Galileo e Harry Potter (M. Ciardi)

By Pagine e Parole - gennaio 29, 2018

Il fatto che si possa pensare a una cosa come possibile non la rende per questo probabile, né dimostra automaticamente la sua esistenza.



Autore: Marco Ciardi
Titolo: Galileo & Harry Potter. La magia può aiutare la scienza?
Editore: Carocci Editore (ottobre 2014)
Prezzo: 13.00 € (copertina flessibile); 8.64 € (formato kindle)
N° pagine: 131

Che sia ben chiaro sin da subito: Marco Ciardi sta dalla parte della scienza, per il semplice motivo che è "lo strumento migliore che fino ad oggi la specie umana ha prodotto per conoscere la realtà che la circonda", ma sta anche dalla parte di Harry Potter, perchè senza fantasia non ci sarebbe scienza.

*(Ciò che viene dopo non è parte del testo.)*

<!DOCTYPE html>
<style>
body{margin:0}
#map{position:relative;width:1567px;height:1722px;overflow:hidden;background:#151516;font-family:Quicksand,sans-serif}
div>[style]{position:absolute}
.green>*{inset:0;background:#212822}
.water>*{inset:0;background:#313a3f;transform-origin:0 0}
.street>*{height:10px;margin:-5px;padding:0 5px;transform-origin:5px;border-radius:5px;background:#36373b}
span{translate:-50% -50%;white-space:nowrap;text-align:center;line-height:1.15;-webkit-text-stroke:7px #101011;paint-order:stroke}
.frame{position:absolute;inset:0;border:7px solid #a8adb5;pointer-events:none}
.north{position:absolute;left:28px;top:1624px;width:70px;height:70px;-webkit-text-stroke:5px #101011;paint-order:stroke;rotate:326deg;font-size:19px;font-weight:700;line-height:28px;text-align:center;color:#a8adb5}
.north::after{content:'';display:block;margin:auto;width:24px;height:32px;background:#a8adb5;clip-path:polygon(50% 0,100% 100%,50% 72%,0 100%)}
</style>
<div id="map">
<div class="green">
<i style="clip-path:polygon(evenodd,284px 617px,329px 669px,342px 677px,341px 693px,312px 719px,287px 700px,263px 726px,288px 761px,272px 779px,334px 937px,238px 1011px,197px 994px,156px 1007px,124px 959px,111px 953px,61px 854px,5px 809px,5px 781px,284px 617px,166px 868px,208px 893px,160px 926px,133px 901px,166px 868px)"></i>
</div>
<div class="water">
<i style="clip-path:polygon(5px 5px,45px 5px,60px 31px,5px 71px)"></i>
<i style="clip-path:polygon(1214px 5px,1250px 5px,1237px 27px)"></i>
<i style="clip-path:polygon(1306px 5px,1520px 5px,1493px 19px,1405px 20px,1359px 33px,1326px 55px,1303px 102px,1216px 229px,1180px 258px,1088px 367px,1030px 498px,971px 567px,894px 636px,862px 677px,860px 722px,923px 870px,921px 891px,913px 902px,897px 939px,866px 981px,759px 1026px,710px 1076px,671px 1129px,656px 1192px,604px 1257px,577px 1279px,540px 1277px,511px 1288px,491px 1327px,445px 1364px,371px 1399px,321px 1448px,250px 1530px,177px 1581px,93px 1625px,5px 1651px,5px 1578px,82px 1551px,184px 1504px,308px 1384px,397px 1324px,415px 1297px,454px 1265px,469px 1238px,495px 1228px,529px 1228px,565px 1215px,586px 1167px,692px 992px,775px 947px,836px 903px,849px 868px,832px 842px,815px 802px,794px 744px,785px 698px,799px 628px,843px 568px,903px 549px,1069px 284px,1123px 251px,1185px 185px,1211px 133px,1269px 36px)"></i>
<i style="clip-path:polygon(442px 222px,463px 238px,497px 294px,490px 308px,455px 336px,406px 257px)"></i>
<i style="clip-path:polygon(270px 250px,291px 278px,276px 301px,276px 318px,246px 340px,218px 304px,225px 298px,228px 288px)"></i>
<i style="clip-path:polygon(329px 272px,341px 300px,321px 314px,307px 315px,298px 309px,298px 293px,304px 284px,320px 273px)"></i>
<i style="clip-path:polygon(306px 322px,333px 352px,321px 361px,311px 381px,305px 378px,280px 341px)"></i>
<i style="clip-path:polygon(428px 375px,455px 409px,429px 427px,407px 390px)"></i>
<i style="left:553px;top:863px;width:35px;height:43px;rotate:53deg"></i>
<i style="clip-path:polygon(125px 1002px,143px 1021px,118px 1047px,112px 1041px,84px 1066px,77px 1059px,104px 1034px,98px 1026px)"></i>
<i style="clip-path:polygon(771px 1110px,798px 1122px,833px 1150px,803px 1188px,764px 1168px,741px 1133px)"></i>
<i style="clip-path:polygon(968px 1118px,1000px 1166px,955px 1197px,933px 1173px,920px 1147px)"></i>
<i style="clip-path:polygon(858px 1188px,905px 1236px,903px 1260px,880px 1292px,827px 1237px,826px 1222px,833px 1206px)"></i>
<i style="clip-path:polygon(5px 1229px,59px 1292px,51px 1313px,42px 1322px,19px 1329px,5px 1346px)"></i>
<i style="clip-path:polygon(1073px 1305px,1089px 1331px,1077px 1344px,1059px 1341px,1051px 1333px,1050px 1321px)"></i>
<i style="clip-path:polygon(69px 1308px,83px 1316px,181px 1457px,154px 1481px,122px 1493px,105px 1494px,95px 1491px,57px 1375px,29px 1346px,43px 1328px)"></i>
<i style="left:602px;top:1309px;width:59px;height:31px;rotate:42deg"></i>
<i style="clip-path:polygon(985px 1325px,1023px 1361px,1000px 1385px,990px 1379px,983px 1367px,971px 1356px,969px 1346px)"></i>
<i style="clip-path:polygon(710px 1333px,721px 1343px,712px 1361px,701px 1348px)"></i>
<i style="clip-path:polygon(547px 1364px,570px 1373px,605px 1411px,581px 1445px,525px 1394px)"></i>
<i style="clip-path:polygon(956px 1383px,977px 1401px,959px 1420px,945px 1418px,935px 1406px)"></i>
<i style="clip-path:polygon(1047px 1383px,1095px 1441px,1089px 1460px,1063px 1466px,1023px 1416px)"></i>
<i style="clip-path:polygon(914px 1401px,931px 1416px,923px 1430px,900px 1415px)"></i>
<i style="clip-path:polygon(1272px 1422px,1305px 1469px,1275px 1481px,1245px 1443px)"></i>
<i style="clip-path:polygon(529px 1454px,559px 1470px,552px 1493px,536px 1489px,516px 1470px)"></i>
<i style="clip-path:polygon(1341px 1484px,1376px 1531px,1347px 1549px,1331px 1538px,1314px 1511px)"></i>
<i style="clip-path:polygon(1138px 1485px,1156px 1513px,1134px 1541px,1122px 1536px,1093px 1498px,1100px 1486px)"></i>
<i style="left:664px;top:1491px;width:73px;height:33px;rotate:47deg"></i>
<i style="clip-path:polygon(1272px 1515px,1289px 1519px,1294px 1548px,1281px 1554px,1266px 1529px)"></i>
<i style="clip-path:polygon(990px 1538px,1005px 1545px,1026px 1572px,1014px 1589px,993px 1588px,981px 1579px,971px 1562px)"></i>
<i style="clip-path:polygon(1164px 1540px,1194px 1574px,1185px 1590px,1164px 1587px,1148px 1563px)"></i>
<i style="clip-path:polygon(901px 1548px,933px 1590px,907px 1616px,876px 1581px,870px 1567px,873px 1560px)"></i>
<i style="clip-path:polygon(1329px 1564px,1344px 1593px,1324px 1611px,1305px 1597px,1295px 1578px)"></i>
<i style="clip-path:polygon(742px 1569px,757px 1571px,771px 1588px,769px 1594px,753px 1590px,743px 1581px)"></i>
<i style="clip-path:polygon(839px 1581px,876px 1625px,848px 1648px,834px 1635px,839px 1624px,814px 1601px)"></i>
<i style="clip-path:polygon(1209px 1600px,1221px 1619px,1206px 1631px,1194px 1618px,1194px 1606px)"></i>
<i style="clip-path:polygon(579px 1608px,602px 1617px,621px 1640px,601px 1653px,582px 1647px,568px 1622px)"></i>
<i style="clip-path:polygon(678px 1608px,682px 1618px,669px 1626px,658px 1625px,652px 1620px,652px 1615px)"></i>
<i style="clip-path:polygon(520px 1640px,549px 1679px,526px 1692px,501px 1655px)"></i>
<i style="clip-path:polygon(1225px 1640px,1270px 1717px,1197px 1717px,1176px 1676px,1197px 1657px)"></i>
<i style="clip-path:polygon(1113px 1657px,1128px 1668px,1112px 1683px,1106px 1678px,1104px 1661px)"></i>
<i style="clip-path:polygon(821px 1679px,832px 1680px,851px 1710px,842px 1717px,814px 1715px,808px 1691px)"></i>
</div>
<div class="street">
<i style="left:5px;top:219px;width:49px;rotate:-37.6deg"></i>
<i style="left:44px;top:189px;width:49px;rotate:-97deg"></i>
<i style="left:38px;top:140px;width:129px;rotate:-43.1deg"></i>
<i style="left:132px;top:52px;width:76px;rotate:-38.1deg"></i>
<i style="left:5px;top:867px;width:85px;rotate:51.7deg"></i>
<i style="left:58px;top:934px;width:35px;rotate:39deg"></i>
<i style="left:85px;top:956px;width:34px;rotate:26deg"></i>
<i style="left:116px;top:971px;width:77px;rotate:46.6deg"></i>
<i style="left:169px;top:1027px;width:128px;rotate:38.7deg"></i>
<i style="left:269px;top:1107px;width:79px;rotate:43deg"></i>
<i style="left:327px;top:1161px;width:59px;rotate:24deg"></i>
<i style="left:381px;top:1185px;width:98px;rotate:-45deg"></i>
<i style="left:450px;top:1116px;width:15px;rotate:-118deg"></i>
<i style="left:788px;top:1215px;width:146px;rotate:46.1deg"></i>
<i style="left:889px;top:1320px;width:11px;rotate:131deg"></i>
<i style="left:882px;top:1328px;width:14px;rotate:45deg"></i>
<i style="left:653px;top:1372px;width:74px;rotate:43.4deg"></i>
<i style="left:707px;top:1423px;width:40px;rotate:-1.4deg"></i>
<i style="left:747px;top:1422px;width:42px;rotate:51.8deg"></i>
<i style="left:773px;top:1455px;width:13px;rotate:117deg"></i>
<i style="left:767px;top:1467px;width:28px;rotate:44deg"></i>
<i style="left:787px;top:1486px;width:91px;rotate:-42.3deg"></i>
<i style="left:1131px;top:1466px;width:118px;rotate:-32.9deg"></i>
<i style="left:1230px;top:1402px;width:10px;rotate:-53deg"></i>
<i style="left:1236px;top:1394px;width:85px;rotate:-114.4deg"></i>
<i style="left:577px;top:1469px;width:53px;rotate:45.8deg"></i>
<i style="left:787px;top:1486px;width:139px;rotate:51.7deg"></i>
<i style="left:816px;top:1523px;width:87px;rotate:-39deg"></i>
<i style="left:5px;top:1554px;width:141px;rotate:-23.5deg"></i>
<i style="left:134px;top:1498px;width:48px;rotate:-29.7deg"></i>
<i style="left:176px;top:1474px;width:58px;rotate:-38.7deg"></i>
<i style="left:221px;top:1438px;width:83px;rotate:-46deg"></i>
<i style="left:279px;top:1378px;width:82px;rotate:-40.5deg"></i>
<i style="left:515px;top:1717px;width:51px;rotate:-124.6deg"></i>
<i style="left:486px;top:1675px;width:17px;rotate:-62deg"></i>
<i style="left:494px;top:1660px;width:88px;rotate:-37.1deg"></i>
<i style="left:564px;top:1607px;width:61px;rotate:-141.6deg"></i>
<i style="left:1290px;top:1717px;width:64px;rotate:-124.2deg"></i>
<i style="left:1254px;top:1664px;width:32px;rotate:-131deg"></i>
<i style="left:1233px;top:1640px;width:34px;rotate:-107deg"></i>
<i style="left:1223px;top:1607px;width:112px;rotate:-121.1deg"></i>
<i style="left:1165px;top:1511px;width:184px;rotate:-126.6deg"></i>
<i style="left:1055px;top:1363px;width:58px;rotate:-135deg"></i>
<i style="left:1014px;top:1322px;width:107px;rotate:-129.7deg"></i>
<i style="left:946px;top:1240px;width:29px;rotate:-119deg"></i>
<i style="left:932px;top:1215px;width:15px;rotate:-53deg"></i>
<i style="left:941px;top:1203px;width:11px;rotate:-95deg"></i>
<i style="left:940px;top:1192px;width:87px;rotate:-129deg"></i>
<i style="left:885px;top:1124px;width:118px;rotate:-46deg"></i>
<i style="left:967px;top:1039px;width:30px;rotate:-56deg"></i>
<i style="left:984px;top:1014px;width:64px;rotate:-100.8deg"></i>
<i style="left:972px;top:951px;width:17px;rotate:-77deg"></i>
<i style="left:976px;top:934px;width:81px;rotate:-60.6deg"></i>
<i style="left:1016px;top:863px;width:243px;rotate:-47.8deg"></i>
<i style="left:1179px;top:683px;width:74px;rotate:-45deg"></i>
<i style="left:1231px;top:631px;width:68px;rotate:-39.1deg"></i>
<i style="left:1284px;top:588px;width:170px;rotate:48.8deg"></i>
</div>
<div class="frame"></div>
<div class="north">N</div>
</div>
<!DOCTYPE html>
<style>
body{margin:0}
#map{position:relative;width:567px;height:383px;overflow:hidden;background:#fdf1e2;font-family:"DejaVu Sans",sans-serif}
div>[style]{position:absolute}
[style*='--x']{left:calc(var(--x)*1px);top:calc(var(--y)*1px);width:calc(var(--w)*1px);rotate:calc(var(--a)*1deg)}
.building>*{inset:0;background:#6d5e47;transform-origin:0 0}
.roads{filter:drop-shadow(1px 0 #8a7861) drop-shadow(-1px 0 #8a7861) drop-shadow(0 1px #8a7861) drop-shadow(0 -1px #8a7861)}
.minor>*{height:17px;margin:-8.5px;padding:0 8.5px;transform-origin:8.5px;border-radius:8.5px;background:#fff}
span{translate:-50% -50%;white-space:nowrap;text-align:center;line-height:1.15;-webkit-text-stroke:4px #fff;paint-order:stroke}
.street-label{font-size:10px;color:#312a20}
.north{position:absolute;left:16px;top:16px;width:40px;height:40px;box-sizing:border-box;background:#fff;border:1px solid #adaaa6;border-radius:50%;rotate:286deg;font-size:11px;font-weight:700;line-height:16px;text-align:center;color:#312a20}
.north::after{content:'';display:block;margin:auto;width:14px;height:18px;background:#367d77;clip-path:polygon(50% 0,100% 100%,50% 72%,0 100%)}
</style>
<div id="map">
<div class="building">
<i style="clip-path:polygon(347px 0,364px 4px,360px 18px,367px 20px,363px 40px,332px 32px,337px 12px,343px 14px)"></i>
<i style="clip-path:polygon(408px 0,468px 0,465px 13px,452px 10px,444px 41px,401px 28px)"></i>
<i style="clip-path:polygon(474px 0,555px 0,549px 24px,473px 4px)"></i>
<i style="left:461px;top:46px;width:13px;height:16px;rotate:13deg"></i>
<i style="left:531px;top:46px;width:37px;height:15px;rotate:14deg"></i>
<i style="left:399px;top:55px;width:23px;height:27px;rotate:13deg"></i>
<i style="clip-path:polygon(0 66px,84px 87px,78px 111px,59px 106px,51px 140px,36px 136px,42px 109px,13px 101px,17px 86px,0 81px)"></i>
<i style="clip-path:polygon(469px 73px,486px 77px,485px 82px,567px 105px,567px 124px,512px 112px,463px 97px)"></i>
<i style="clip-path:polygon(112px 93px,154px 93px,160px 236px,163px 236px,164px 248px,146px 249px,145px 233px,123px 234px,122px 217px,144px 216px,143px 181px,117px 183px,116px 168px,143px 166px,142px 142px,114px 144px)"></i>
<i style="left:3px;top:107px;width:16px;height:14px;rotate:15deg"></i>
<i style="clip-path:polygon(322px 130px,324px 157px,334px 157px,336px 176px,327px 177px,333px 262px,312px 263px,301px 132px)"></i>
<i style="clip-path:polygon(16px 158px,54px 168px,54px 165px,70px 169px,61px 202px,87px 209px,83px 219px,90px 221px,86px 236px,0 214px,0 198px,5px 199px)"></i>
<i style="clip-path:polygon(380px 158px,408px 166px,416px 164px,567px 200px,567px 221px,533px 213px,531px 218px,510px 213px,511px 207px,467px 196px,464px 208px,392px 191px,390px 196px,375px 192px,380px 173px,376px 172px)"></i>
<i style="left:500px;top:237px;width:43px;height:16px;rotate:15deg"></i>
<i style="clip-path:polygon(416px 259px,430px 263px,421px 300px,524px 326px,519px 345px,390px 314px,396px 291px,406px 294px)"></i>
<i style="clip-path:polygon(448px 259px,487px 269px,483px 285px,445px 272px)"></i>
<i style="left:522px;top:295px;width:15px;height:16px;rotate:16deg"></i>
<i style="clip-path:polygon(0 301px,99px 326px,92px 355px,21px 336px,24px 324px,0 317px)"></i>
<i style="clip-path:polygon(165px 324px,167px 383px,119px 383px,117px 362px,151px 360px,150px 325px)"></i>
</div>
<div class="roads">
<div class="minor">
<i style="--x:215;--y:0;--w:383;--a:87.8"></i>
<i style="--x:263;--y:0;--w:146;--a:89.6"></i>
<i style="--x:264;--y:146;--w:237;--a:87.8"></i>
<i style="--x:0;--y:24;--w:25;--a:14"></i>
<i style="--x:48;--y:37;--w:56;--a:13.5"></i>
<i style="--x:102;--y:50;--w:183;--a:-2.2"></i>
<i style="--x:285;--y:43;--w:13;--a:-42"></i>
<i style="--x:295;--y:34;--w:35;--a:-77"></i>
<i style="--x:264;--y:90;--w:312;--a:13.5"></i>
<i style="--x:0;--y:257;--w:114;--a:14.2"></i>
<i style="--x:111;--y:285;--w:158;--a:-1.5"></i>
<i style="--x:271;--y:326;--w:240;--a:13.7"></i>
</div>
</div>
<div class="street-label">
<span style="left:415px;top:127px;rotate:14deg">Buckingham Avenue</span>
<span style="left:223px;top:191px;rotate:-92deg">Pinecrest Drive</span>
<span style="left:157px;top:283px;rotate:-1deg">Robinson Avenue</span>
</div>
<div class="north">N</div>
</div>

Galileo, padre della rivoluzione astronomica, era un grande amante di letteratura, poesia e arte, passioni che, con molta probabilità, gli permisero di sviluppare quell'immaginazione che gli sarebbe stata tanto utile per i suoi scopi. 
Si doveva andare oltre il senso comune e l'unico modo per farlo era con un briciolo di creatività. 
Galilei però sapeva bene che nella scienza è necessario occuparsi di ciò che realmente esiste.

Da quando è nata la scienza moderna ha sempre dovuto confrontarsi con le rivelazioni di maghi, profeti e visionari. Questo non deve stupirci troppo: per conoscere la verità risulta più affascinante fare affidamento sull'illuminazione facile e istantanea rispetto al metodo scientifico, che sebbene sia alla portata di tutti, deve essere appreso per gradi, con studi, sacrifici e tanta pazienza, che non sempre dà luogo a esiti felici.
In Harry Potter le profezie esistono e sono uno dei motivi per la quale le sue avventure sono tanto belle, ma nella realtà i fatti devono essere verificati. Sia chiaro che "la scienza non scarta certe convinzioni perchè sembrano eccentriche, ma perchè sono state controllate sperimentalmente e si sono dimostrate ipotesi carenti". 
Le superstizioni, le credenze e tutte quelle teorie un po' balzane hanno sempre fatto parte della storia dell'uomo e non sono scomparse neanche quando ha fatto la sua comparsa la scienza moderna. Questo perchè "la credenza nel valore delle verità scientifiche non deriva dalla natura, ma è lo specifico prodotto di determinate culture". La logica e la scienza non bastano per far tacere il ciarlatano e per quanto le prove scientifiche siano chiare, non riusciranno mai a convincere chi non è disposto a credere nella loro verità. 

E qui arriviamo al punto fondamentale: da sempre esistono due culture, una scientifica e una umanistica. Questa divisione ha portato e tutt'ora porta a insegnare la scienza senza la sua storia, un errore che ne distorce il significato e i valori, portando a non capire bene i procedimenti e quindi a considerarli come una magia. Secondo Ciardi "per sviluppare la razionalità non basta semplicemente promuovere e diffondere l'istruzione scientifica [...], ma è necessario trasmettere i valori che stanno alla base della scienza". Si deve insegnare la storia della scienza: far capire quali sono stati i problemi a cui una teoria ha tentato di rispondere faciliterebbe l'acquisizione della nozione tecnica. 

"L'immaginazione e la fantasia sono indispensabili per il lavoro dello scienziato, ma non possono certo stabilire da sole ciò che è vero e ciò che è falso. Per fare questo bisogna attenersi alle regole e ai valori basilari del metodo scientifico".

È possibile leggere Harry Potter o Il Signore degli Anelli e contemporaneamente amare e capire la scienza. Probabilmente leggendo fiabe, testi fantasy o fantascientifici, si diventa scienziati migliori, perchè lo sviluppo della capacità creativa è alla base della scienza moderna. 
Ma non bisogna dimenticare che la tendenza a vedere le cose in modo magico è legata alla natura dell'uomo e non va ridicolizzata, perchè rappresenta una prima forma di avvicinamento alla comprensione del mondo.